Los cócteles que combinan alcohol y cafeína no son novedad: ron con cola, vodka con Red Bull o café irlandés han sido clásicos en los bares durante años. Sin embargo, el martini espresso destaca por su atractivo único: se prepara con espresso, licor de café, vodka y a veces un toque de jarabe simple. Es un postre decadente, un estimulante postprandial y un cóctel sofisticado en uno, lo que lo hace irresistible. Creado en los años 80 por el barman londinense Dick Bradsell, ha resurgido con fuerza y aparece en casi todos los menús actuales.

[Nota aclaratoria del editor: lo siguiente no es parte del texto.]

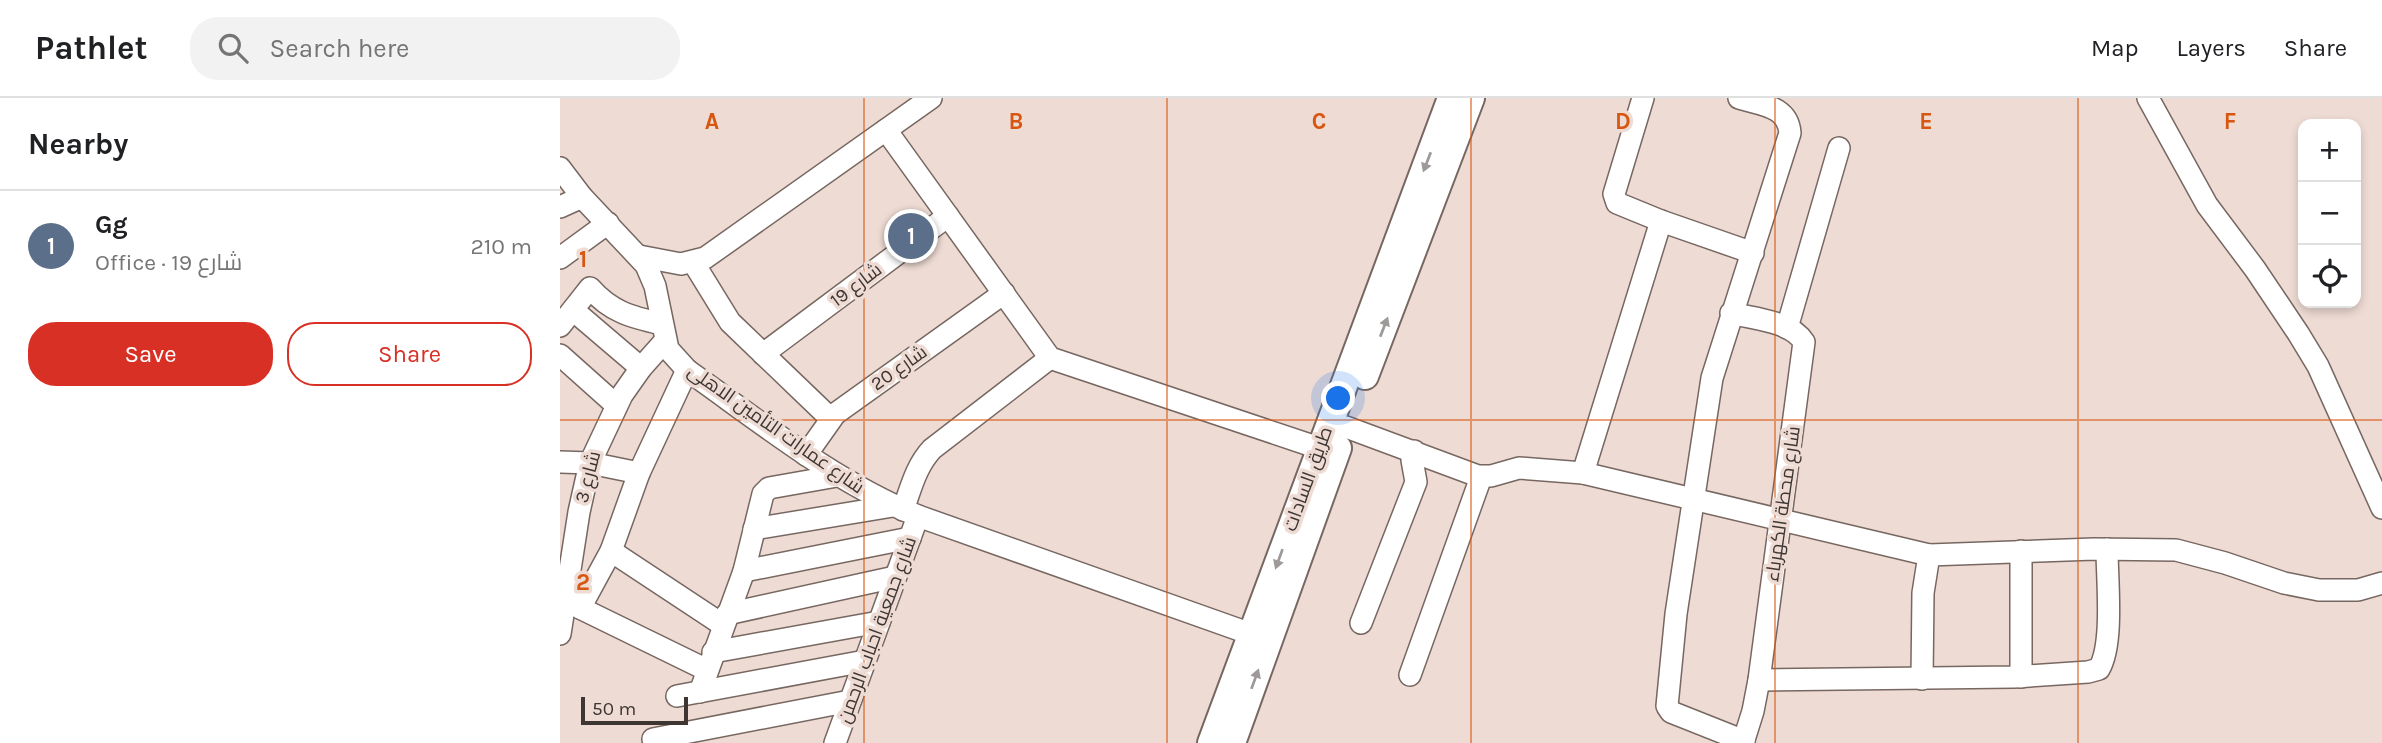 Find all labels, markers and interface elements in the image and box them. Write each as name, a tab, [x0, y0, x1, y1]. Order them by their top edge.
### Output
search box	[190, 17, 680, 80]
text: Pathlet	[35, 29, 148, 67]
icon: search	[214, 29, 252, 67]
text: Search here	[270, 33, 409, 64]
text: Map	[2091, 34, 2139, 62]
text: Layers	[2177, 34, 2246, 62]
text: Share	[2284, 34, 2347, 62]
text: A	[705, 108, 719, 135]
text: B	[1009, 108, 1023, 135]
text: C	[1312, 108, 1326, 135]
text: D	[1615, 108, 1631, 135]
text: E	[1919, 108, 1933, 135]
text: F	[2224, 108, 2236, 135]
map controls	[2298, 119, 2361, 308]
button: +	[2298, 119, 2361, 182]
text: Nearby	[28, 126, 128, 162]
one-way arrow	[1421, 151, 1432, 172]
button: −	[2298, 182, 2361, 245]
text: Gg	[95, 209, 128, 240]
pin: 1	[888, 210, 934, 262]
text: 1	[47, 233, 55, 260]
text: 210 m	[470, 233, 532, 260]
button: locate	[2298, 245, 2361, 308]
text: 1	[579, 246, 587, 273]
text: Office · شارع 19	[95, 249, 242, 276]
street label: شارع 19	[826, 259, 887, 313]
one-way arrow	[1379, 317, 1390, 338]
button: Save	[28, 322, 273, 386]
button: Share	[287, 322, 532, 386]
street label: شارع 20	[867, 341, 933, 397]
street label: شارع عمارات التأمين الاهلى	[682, 359, 869, 500]
your location	[1321, 381, 1355, 415]
street label: طريق السادات	[1279, 424, 1338, 535]
street label: شارع محطة الكهرباء	[1761, 425, 1807, 583]
street label: شارع 3	[571, 449, 607, 506]
street label: شارع جمعية احباب الرحمن	[833, 534, 923, 727]
one-way arrow	[1273, 548, 1284, 569]
text: 2	[576, 569, 590, 596]
one-way arrow	[1250, 668, 1261, 689]
scale bar	[581, 694, 688, 726]
text: 50 m	[592, 698, 636, 720]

Su textura aterciopelada puede hacerte creer que no estás consumiendo alcohol (un peligro sutil).
Pero, ¿qué ocurre realmente en tu cuerpo al mezclar cafeína y alcohol? ¿Es seguro disfrutar de esta bebida u otras similares, o es mejor evitarlas? Para responder, consultamos a Seema Bonney, MD, médica especializada en medicina funcional y fundadora del Centro de Antienvejecimiento y Longevidad de Filadelfia, quien desglosa sus efectos en la salud.

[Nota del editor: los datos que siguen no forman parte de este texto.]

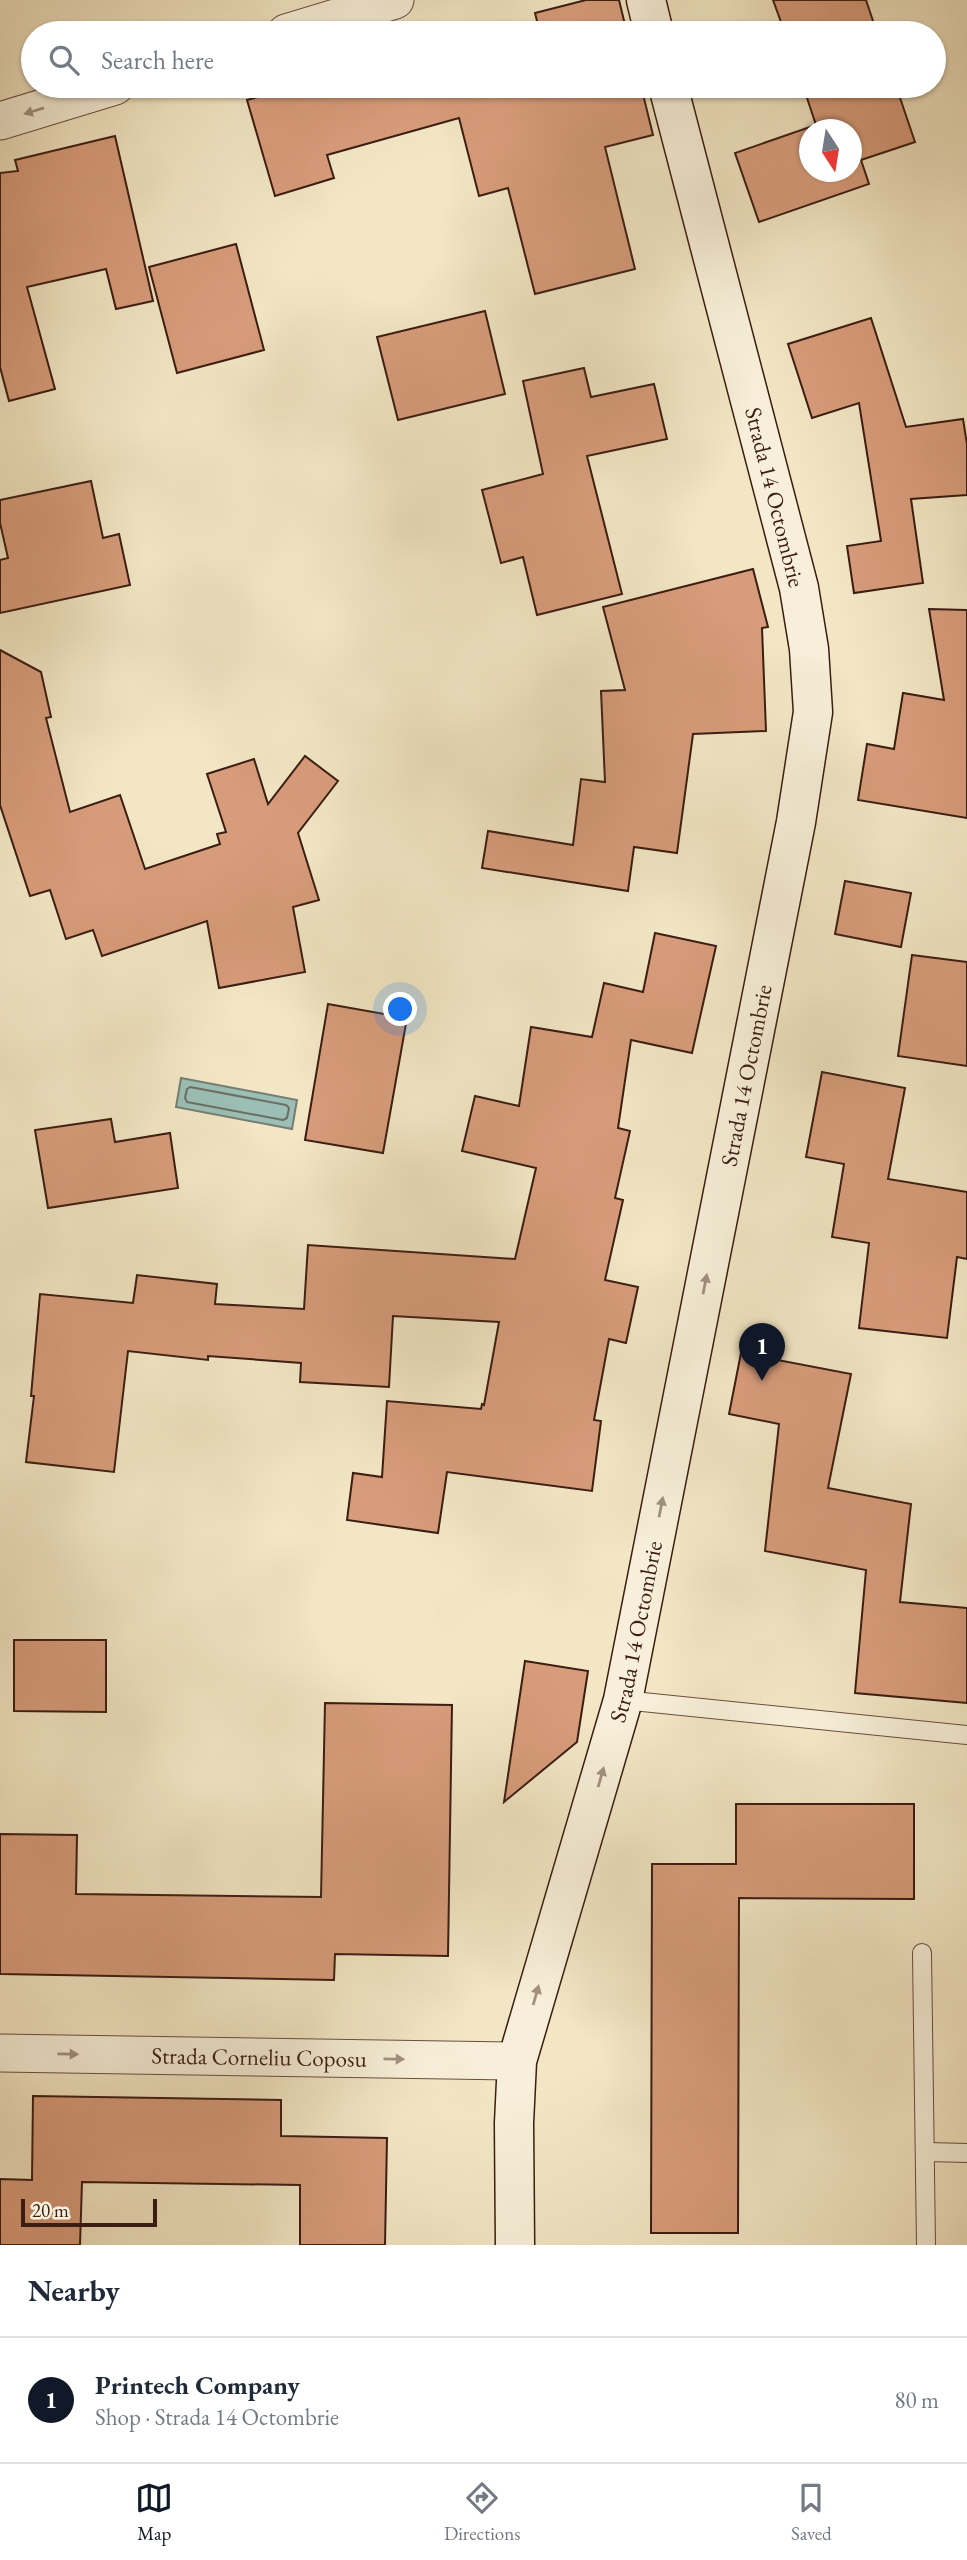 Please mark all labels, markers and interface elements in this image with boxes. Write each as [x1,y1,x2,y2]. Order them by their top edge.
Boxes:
search box [21,21,946,98]
icon: search [45,41,83,79]
text: Search here [101,43,214,77]
one-way arrow [23,106,44,116]
north arrow [799,119,862,182]
street label: Strada 14 Octombrie [738,404,812,590]
street label: Strada 14 Octombrie [714,982,779,1169]
your location [383,992,417,1026]
one-way arrow [700,1273,711,1295]
pin: 1 [739,1323,785,1381]
one-way arrow [656,1496,667,1518]
street label: Strada 14 Octombrie [602,1538,669,1726]
one-way arrow [596,1766,606,1787]
one-way arrow [532,1984,542,2005]
street label: Strada Corneliu Coposu [151,2040,367,2074]
one-way arrow [57,2048,79,2060]
one-way arrow [383,2053,405,2065]
scale bar [21,2196,158,2228]
text: 20 m [32,2198,69,2223]
text: Nearby [28,2271,120,2310]
text: Printech Company [95,2368,300,2402]
text: 1 [45,2385,57,2415]
text: 80 m [894,2385,939,2415]
text: Shop · Strada 14 Octombrie [95,2402,339,2432]
tab: Map [135,2479,173,2546]
tab: Directions [444,2479,520,2546]
tab: Saved [791,2479,832,2546] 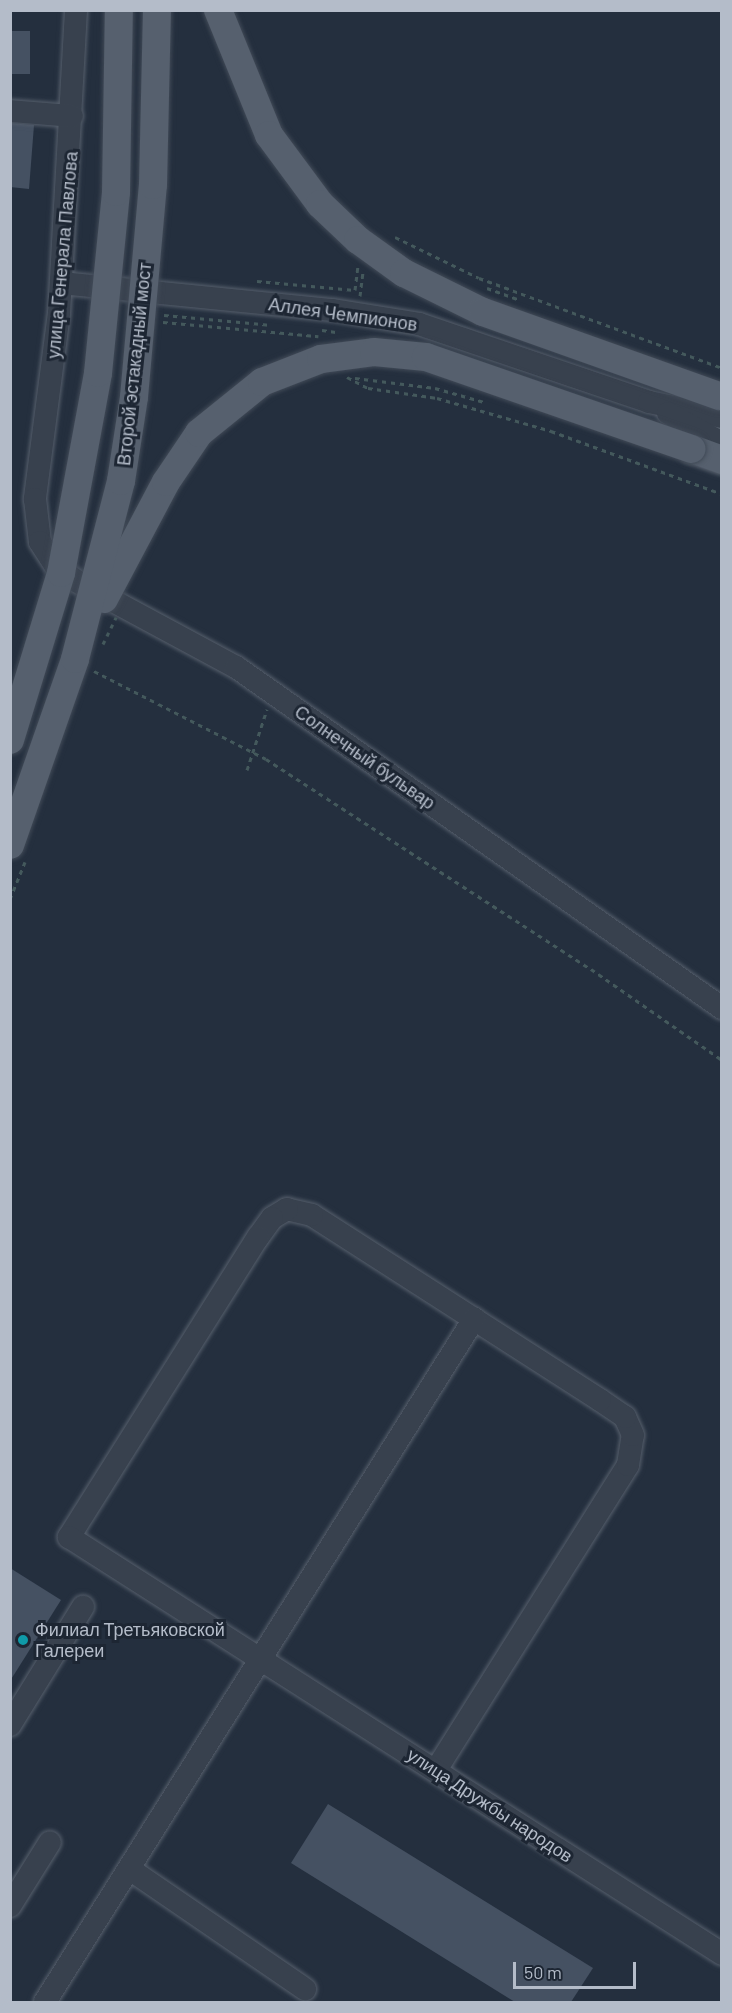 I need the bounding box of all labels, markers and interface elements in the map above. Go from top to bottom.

¿Qué sucede en tu cuerpo al mezclar alcohol con cafeína?
La cafeína enmascara la embriaguez, pero no te sobria.
La cafeína del martini espresso es clave, según el Dr. Bonney. Al ingerirla, bloquea la somnolencia al suprimir la adenosina, un químico que regula el sueño y se acumula durante el día. El alcohol, en cambio, promueve su acumulación, induciendo somnolencia. Juntos, la cafeína oculta los efectos sedantes del alcohol, haciendo que te sientas más alerta y dispuesto a beber más, lo que aumenta el deterioro y los riesgos.
Importante: la cafeína no acelera el metabolismo del alcohol en el hígado ni reduce su concentración en sangre. No contrarresta la embriaguez; solo el tiempo lo hace (contrario al mito del café para "desembriagar").
Un doble impacto deshidratante.
El alcohol es diurético, eliminando agua del cuerpo y causando resacas por deshidratación. La cafeína, también diurética leve, agrava esto. Para contrarrestarlo, hidrátate bien: bebe la mitad de tu peso en onzas de agua al día, un vaso entre cócteles, otro antes de dormir y al despertar, recomienda el Dr. Bonney.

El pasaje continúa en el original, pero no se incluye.